Exercise details: In the entries that follow, find every line containing "linecap" and copy it.

------------------------

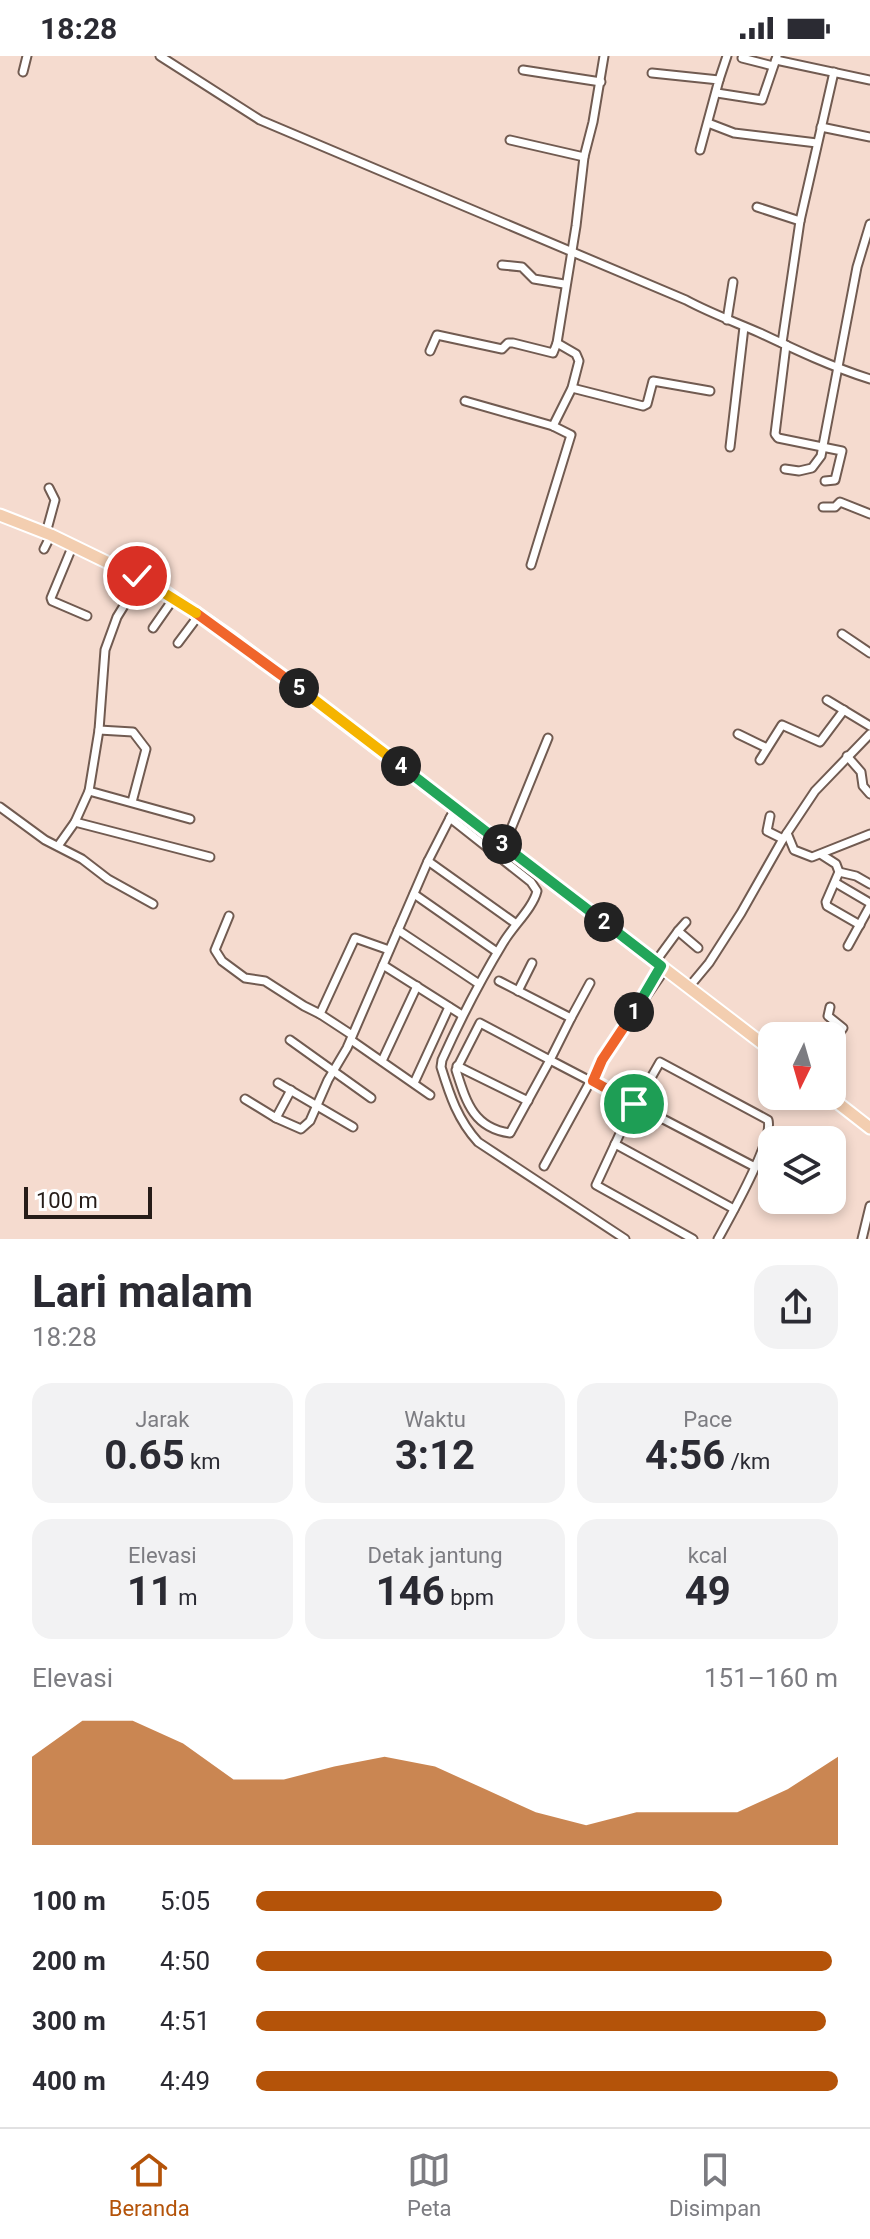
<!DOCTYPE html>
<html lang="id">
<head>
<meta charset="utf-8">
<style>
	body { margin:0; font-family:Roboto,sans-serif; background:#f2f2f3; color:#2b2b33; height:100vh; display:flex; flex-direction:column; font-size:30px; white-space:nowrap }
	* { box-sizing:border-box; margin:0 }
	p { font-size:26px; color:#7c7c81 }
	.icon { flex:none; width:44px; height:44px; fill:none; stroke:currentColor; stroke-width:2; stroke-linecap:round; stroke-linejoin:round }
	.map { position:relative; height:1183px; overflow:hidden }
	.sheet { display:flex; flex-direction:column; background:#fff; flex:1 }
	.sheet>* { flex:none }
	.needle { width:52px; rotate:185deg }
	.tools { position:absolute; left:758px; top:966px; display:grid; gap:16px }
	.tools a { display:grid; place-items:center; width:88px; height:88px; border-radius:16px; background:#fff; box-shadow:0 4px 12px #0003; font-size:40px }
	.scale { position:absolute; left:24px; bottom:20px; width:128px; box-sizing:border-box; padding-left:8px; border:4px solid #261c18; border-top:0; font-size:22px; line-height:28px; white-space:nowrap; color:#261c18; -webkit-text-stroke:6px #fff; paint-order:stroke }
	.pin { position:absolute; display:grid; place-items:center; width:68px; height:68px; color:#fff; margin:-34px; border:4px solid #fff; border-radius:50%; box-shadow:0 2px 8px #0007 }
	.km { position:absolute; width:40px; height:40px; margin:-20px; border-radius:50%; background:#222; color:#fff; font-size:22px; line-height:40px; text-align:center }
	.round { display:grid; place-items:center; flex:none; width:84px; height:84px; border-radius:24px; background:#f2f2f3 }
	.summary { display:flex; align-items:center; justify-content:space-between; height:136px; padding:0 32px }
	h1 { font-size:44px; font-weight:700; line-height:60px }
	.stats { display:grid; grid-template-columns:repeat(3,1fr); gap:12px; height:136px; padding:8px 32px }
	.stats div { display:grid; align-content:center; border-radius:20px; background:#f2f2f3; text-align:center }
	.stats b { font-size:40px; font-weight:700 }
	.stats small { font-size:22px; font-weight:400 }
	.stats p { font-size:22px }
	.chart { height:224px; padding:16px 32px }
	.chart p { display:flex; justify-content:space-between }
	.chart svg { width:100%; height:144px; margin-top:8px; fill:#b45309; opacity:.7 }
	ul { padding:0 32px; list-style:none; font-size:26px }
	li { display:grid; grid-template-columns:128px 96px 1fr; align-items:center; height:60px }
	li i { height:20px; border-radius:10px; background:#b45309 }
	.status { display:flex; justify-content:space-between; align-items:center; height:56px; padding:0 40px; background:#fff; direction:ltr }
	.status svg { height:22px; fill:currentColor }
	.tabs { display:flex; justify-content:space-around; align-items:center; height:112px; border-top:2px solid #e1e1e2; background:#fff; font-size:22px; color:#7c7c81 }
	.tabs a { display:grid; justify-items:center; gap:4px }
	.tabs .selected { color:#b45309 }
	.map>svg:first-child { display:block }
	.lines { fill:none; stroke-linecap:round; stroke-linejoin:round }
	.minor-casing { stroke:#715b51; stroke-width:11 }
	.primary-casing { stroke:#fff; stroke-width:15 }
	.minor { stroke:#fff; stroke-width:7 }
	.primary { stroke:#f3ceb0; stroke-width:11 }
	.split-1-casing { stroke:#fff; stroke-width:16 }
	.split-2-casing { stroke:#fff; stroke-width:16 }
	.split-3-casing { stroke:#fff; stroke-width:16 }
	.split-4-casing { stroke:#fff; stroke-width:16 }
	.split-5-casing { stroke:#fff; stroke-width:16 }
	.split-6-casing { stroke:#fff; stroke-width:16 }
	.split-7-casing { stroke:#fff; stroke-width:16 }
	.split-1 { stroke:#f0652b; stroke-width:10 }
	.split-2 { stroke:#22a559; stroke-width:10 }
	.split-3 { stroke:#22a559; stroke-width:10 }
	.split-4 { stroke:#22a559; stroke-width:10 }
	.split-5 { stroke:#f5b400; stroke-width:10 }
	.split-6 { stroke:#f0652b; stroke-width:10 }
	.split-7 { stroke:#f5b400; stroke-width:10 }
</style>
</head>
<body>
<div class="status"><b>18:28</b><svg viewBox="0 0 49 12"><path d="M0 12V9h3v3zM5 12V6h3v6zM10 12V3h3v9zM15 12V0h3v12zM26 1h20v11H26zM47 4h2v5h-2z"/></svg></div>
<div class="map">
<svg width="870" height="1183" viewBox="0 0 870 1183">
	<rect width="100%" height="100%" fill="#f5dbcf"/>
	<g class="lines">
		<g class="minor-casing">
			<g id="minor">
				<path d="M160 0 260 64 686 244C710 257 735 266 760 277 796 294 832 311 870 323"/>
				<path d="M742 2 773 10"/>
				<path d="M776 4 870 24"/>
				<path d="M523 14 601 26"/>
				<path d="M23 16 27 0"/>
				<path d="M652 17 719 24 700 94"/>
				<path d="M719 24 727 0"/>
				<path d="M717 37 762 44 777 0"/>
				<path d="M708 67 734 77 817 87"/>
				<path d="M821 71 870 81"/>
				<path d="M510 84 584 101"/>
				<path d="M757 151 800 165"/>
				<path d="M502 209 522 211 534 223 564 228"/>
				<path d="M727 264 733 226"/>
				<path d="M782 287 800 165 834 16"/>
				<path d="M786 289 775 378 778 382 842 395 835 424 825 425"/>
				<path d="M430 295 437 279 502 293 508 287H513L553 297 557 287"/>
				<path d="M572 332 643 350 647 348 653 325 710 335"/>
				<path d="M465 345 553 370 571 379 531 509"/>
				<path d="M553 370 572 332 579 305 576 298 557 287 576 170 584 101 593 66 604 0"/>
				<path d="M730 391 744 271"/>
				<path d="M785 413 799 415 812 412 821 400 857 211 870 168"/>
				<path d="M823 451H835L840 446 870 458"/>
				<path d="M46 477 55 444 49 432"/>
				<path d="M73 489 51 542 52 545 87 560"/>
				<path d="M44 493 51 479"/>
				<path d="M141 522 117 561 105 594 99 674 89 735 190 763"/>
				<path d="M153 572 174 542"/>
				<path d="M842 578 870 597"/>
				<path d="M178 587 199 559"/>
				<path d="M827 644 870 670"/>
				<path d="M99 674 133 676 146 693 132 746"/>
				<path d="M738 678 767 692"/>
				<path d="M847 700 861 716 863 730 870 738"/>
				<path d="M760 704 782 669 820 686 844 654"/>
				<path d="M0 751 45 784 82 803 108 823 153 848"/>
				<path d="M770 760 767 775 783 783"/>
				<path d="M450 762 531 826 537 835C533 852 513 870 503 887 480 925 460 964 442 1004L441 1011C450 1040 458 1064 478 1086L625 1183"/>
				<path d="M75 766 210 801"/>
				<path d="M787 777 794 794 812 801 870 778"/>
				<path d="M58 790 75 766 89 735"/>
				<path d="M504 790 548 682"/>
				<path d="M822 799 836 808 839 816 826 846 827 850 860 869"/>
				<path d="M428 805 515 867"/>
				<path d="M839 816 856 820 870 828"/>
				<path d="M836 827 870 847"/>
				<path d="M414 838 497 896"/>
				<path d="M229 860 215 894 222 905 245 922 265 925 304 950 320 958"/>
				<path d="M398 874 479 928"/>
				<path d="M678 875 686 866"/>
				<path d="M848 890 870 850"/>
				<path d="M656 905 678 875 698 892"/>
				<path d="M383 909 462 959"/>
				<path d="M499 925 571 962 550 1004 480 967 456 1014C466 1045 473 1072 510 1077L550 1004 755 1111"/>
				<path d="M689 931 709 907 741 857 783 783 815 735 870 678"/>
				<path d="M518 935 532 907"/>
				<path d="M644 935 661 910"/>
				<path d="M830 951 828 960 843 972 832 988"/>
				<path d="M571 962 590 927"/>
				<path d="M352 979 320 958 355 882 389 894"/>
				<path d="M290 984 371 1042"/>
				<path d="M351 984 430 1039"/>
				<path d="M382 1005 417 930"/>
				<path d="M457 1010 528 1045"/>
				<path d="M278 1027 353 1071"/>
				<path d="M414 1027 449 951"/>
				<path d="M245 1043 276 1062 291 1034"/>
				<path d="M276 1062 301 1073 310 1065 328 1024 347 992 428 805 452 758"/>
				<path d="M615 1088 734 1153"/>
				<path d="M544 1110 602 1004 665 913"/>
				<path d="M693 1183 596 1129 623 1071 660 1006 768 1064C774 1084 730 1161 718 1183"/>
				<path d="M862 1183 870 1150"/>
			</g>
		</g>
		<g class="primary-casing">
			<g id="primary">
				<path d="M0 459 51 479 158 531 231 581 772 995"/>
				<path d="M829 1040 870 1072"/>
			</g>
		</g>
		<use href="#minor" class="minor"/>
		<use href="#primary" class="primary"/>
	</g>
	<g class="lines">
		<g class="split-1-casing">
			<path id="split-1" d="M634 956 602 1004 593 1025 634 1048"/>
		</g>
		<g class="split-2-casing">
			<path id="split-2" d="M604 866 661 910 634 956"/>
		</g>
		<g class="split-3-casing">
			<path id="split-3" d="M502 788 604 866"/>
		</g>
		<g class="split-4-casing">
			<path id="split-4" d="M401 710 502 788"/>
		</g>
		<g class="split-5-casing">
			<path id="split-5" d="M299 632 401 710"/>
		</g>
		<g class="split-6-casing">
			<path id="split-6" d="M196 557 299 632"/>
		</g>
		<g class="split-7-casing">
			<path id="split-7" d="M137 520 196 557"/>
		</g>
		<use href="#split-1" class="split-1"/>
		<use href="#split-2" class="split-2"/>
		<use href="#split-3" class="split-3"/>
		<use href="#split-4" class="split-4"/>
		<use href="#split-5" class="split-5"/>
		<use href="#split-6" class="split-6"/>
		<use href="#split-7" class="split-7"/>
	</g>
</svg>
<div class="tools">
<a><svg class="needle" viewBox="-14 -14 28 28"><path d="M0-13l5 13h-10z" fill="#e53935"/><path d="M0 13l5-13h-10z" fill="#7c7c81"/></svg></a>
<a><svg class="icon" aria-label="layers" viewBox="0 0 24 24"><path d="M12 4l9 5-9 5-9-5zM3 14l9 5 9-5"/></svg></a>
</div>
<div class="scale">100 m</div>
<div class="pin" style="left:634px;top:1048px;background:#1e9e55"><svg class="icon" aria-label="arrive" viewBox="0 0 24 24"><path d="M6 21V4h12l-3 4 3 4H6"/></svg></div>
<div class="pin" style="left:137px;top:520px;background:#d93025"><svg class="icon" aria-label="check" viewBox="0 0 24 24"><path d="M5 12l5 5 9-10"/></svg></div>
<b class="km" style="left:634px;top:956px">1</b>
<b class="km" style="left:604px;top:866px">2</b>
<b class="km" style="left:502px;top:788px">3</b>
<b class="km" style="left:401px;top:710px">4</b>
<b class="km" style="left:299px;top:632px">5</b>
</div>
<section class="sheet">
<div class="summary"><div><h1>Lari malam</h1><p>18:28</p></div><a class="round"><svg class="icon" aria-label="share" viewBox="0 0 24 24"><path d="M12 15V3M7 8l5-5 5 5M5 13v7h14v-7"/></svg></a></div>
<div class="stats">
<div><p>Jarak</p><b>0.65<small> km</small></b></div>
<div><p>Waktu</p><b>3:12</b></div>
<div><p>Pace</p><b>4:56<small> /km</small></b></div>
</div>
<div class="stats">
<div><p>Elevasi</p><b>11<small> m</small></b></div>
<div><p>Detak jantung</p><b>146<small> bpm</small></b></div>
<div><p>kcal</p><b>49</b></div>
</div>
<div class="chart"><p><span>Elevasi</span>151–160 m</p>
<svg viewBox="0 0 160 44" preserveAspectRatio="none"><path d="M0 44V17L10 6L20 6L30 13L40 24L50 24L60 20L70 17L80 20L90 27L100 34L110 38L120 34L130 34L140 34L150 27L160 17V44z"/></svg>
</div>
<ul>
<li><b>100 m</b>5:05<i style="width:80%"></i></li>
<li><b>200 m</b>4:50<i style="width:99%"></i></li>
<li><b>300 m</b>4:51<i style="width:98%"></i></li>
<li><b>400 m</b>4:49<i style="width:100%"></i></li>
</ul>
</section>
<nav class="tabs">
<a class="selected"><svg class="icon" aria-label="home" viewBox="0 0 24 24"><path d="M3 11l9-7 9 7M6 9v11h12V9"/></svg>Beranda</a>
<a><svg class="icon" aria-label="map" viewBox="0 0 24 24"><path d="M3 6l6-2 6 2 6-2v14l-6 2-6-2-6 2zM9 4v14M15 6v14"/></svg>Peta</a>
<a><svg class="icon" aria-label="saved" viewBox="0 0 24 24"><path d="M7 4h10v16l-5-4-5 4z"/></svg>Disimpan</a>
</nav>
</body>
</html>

------------------------

Solution to this problem:
	.icon { flex:none; width:44px; height:44px; fill:none; stroke:currentColor; stroke-width:2; stroke-linecap:round; stroke-linejoin:round }
	.lines { fill:none; stroke-linecap:round; stroke-linejoin:round }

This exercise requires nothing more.